»»

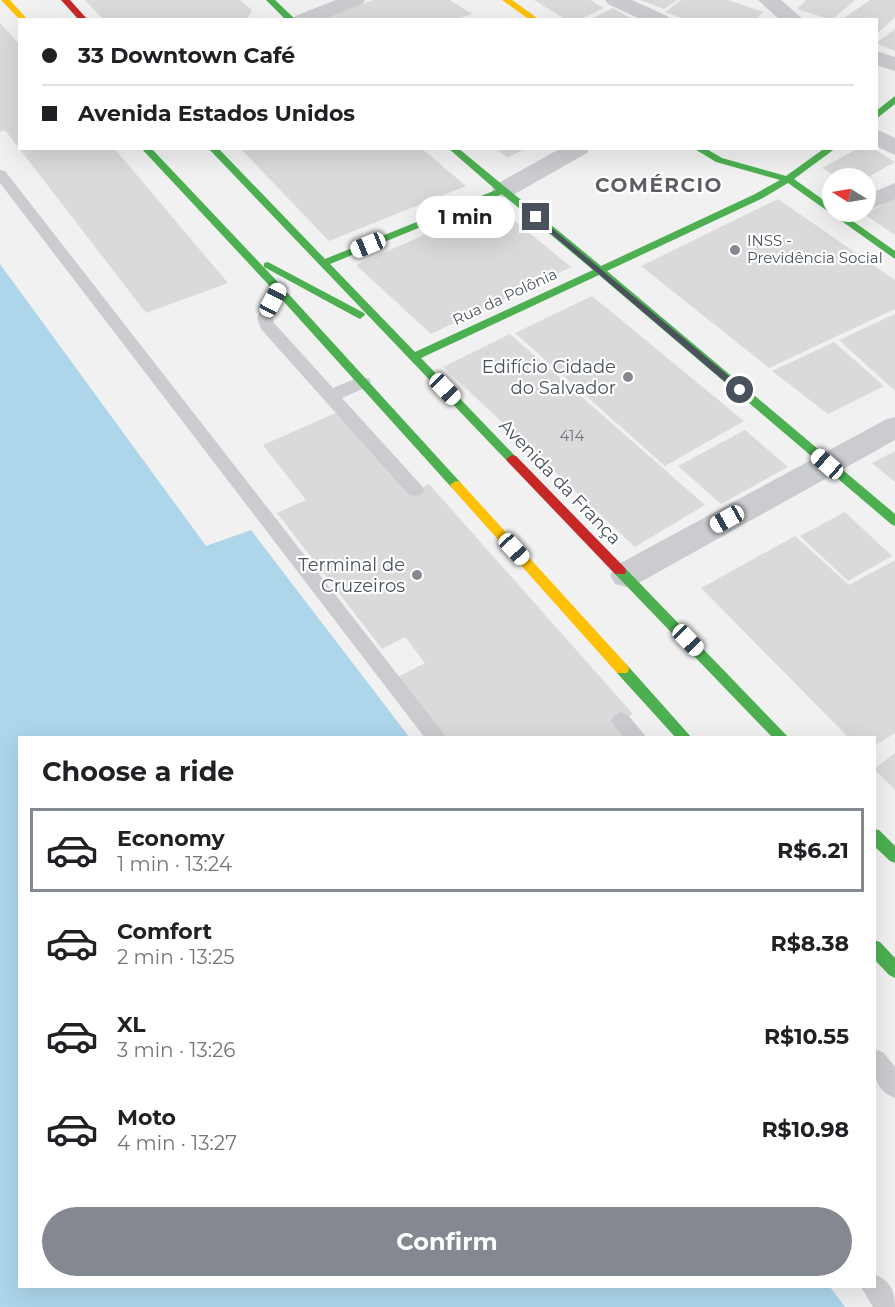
<!DOCTYPE html>
<meta charset="utf-8">
<style>
:root{--surface:#fff;--page:#f6f6f6;--text:#202124;--muted:#757577;--line:#e0e0e0;--accent:#848991}
body{margin:0;font-family:Montserrat,sans-serif;background:var(--page);color:var(--text);height:100vh;display:flex;flex-direction:column;font-size:22px;white-space:nowrap}
*{box-sizing:border-box;margin:0}
p{font-size:20px;color:var(--muted)}
.icon{flex:none;width:33px;height:33px;fill:none;stroke:currentColor;stroke-width:2;stroke-linecap:round;stroke-linejoin:round}
.map{position:relative;flex:1;overflow:hidden}
.side{position:absolute;left:18px;top:736px;width:858px;height:552px;display:flex;flex-direction:column;background:var(--surface);border-radius:0px;box-shadow:0 6px 24px #0002}
.side>*{flex:none}
.hud{position:absolute;left:18px;top:18px;width:860px;height:132px;border-radius:0px;box-shadow:0 6px 24px #0002;display:grid;align-content:center;height:132px;padding:0 24px;background:var(--surface)}
.needle{width:39px;rotate:281deg}
.tools{position:absolute;left:822px;top:168px;display:grid;gap:12px}
.tools a{display:grid;place-items:center;width:54px;height:54px;border-radius:50%;background:var(--surface);box-shadow:0 6px 24px #0002;font-size:30px}
.end{position:absolute;width:27px;height:27px;margin:-14px;border:8px solid #49515d;background:#fff;box-shadow:0 0 0 3px #fff}
.from{border-radius:50%}
.bubble{position:absolute;height:42px;border-radius:21px;background:var(--surface);box-shadow:0 6px 24px #0002;font-size:20px;font-weight:700;line-height:42px;text-align:center}
.car{position:absolute;width:18px;height:36px;margin:-18px -9px;border-radius:8px;box-shadow:0 0 4px 2px #0007;background:linear-gradient(#fff 24%,#345 0 40%,#fff 0 76%,#345 0 86%,#fff 0)}
.hud b{display:flex;align-items:center;gap:21px;height:57px;font-size:22px}
.hud b+b{border-top:2px solid var(--line)}
.hud i{width:15px;height:15px;background:var(--text)}
ul{padding:0;list-style:none}
li{display:flex;align-items:center;gap:18px;height:84px;margin:0 12px 9px;padding:0 12px;border:3px solid transparent;border-radius:0px}
li div{flex:1}
li b{display:block;font-size:22px}
li em{font-style:normal;font-weight:700}
li.selected{border-color:var(--accent)}
li>.icon{width:54px;height:54px;stroke-width:1.5}
h2{padding:0 24px;font-size:27px;line-height:72px}
.primary-button{display:flex;gap:12px;margin-top:auto;padding:12px 24px}
.primary-button a{flex:1;height:69px;border-radius:36px;background:var(--accent);color:#fff;font-size:24px;font-weight:700;line-height:69px;text-align:center}
.map>svg:first-child{display:block}
</style>
<div class="map">
<svg width="895" height="1307" viewBox="0 0 895 1307">
<rect width="100%" height="100%" fill="#f1f1f1"/>
<path fill="#add6eb" d="M0 264 206 546 251 530 410 738H20V1287H830L845 1307H0Z"/>
<path fill="#dadadb" d="M85 0H240L252 10 247 20H104Z
M374 0H450L472 14 455 20H328L324 17Z
M534 0H590L604 8 579 20H567Z
M640 0H677L664 9Z
M681 0H728L763 12 755 20H687L665 12Z
M806 0H855L832 20 797 9Z
M870 0H895V17L876 35V20H841Z
M613 8 634 20H589Z
M0 23 20 45V148H114L228 283 146 313 5 130 0 132Z
M895 29V51L876 43Z
M240 148H421L466 186 329 241Z
M495 148H526L508 158Z
M859 148H873L895 162 866 178H839L822 168Z
M895 198V235L864 214Z
M778 199 895 280V309L769 368 641 266Z
M494 204 571 267 431 334 356 265Z
M592 296 744 421 665 466 515 333Z
M895 314V391L839 340Z
M510 334 705 505 635 547 443 367Z
M834 342 884 386 828 414 772 371Z
M340 411 411 492 429 484 633 714 621 721 631 738H444L398 677 425 663 405 637 382 649 277 513 306 500 263 445Z
M745 430 788 467 721 504 678 466Z
M895 451V482L872 463Z
M845 512 892 556 848 581 800 536Z
M795 536 849 585 895 560V733L874 746V738H849L701 588Z
M895 753V790L874 769Z"/>
<g fill="none" stroke-linecap="round" stroke-linejoin="round">
<path fill="#cbcccf" fill-rule="evenodd" d="M0 170 5 171 447 738H425L0 183Z
M279 284 287 289 273 318 274 323 333 388 357 378H369L371 382 369 386 342 398 421 485 424 490 421 495 415 496 409 495 261 329 257 318 271 289Z
M621 712 628 715 647 738H624L611 721 614 715Z
M874 1049 883 1052 895 1067V1098C872 1089 874 1071 874 1049Z
M874 1274C890 1280 895 1291 895 1307H873L861 1287H874Z"/>
<path fill="#cbcccf" fill-rule="evenodd" d="M336 0H365L362 4 322 20H292L295 16Z
M605 0H632L667 16 670 20H642L608 4Z
M758 0H781L804 20H780Z
M876 51 895 57V71L876 65Z
M876 129 895 138V155L876 146Z
M561 148H590L587 153 513 195 504 197 495 195 492 190 495 185Z
M895 183V199L866 211V195Z
M895 417V440L637 584 626 587 615 584 610 575 615 566 885 420Z"/>
<path fill="#4caf50" fill-rule="evenodd" d="M266 0H275L296 20H286Z
M895 96V104L876 119V111Z
M141 148H151L274 278 460 482 462 485 460 488H452L266 282Z
M208 148H218L325 259 496 190 448 148H458L601 266 753 195 780 180 716 162 693 148H705L722 158 786 176 825 148H836L794 179 832 206V212H840L895 251V259L788 183 761 199 607 271 895 514V526L891 524 599 275 421 358 518 459 512 463 508 462ZM502 194 593 270 415 352 330 264Z
M268 262 364 313 365 315 360 319 356 317 264 267V263Z
M620 566 625 568 789 738H773L615 574 614 571Z
M622 663 627 665 692 738H676L617 673 615 669 617 665Z
M874 829 879 830 895 846V863L890 861 874 846Z
M874 940 880 942 895 958V978L889 975 874 959Z"/>
<path fill="#ffc107" fill-rule="evenodd" d="M1 0H10L28 20H20Z
M502 0H512L540 20H530Z
M456 481 460 482 627 665 629 669 627 673H617L452 488 450 485Z"/>
<path fill="#c62828" fill-rule="evenodd" d="M61 0H70L88 20H79Z
M512 455 516 456 625 568 626 571 625 574H615L508 462 506 459Z"/>
</g>
<path fill="#49515d" d="M536 215 743 388V392H737L534 219Z"/>
<g fill="#848991" stroke="#fff" stroke-width="2">
<circle cx="735" cy="250" r="6"/>
<circle cx="628" cy="377" r="6"/>
<circle cx="417" cy="575" r="6"/>
</g>
<g text-anchor="middle" stroke-width="4.5" stroke-linejoin="round" paint-order="stroke">
<g font-size="15" fill="#49515d" stroke="#fff" text-anchor="start">
<text x="747" y="246">INSS -<tspan x="747" dy="17">Previdência Social</tspan></text>
</g>
<g font-size="15" fill="#49515d" stroke="#fff">
<text transform="translate(505 297) rotate(-25)" y="5">Rua da Polônia</text>
</g>
<g font-size="15" fill="#6e747d">
<text x="572" y="441">414</text>
</g>
<g font-size="18" fill="#49515d" stroke="#fff" text-anchor="end">
<text x="616" y="373">Edifício Cidade<tspan x="616" dy="21">do Salvador</tspan></text>
<text x="405" y="571">Terminal de<tspan x="405" dy="21">Cruzeiros</tspan></text>
</g>
<g font-size="18" fill="#49515d" stroke="#fff">
<text transform="translate(560 482) rotate(46)" y="6">Avenida da França</text>
</g>
<g font-size="20" font-weight="bold" letter-spacing="1.5" fill="#5d5f65" stroke="#fff">
<text x="659" y="192">COMÉRCIO</text>
</g>
</g>
</svg>
<div class="tools">
<a><svg class="needle" viewBox="-14 -14 28 28"><path d="M0-13l5 13h-10z" fill="#e53935"/><path d="M0 13l5-13h-10z" fill="#757577"/></svg></a>
</div>
<i class="end from" style="left:740px;top:390px"></i>
<i class="end" style="left:536px;top:217px"></i>
<div class="bubble" style="left:416px;top:196px;width:99px">1 min</div>
<i class="car" style="left:368px;top:245px;rotate:248deg"></i>
<i class="car" style="left:273px;top:300px;rotate:28deg"></i>
<i class="car" style="left:445px;top:389px;rotate:136deg"></i>
<i class="car" style="left:827px;top:464px;rotate:311deg"></i>
<i class="car" style="left:727px;top:519px;rotate:241deg"></i>
<i class="car" style="left:514px;top:549px;rotate:138deg"></i>
<i class="car" style="left:688px;top:640px;rotate:136deg"></i>
<div class="hud">
<b><i class="from"></i>33 Downtown Café</b>
<b><i></i>Avenida Estados Unidos</b>
</div>
<section class="side">
<h2>Choose a ride</h2>
<ul>
<li class="selected"><svg class="icon" aria-label="car" viewBox="0 0 24 24"><path d="M5 17H2v-5l4-1 3-4h7l3 4 3 1v5h-3M9 17h6M6 11h13"/><circle cx="7" cy="17" r="2"/><circle cx="17" cy="17" r="2"/></svg><div><b>Economy</b><p>1 min · 13:24</p></div><em>R$6.21</em></li>
<li><svg class="icon" aria-label="car" viewBox="0 0 24 24"><path d="M5 17H2v-5l4-1 3-4h7l3 4 3 1v5h-3M9 17h6M6 11h13"/><circle cx="7" cy="17" r="2"/><circle cx="17" cy="17" r="2"/></svg><div><b>Comfort</b><p>2 min · 13:25</p></div><em>R$8.38</em></li>
<li><svg class="icon" aria-label="car" viewBox="0 0 24 24"><path d="M5 17H2v-5l4-1 3-4h7l3 4 3 1v5h-3M9 17h6M6 11h13"/><circle cx="7" cy="17" r="2"/><circle cx="17" cy="17" r="2"/></svg><div><b>XL</b><p>3 min · 13:26</p></div><em>R$10.55</em></li>
<li><svg class="icon" aria-label="car" viewBox="0 0 24 24"><path d="M5 17H2v-5l4-1 3-4h7l3 4 3 1v5h-3M9 17h6M6 11h13"/><circle cx="7" cy="17" r="2"/><circle cx="17" cy="17" r="2"/></svg><div><b>Moto</b><p>4 min · 13:27</p></div><em>R$10.98</em></li>
</ul>
<div class="primary-button"><a>Confirm</a></div>
</section>
</div>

««

The lines above that hold the word "selected" should be found and copied out.

- **RESULT FOR THIS EXERCISE**
li.selected{border-color:var(--accent)}
<li class="selected"><svg class="icon" aria-label="car" viewBox="0 0 24 24"><path d="M5 17H2v-5l4-1 3-4h7l3 4 3 1v5h-3M9 17h6M6 11h13"/><circle cx="7" cy="17" r="2"/><circle cx="17" cy="17" r="2"/></svg><div><b>Economy</b><p>1 min · 13:24</p></div><em>R$6.21</em></li>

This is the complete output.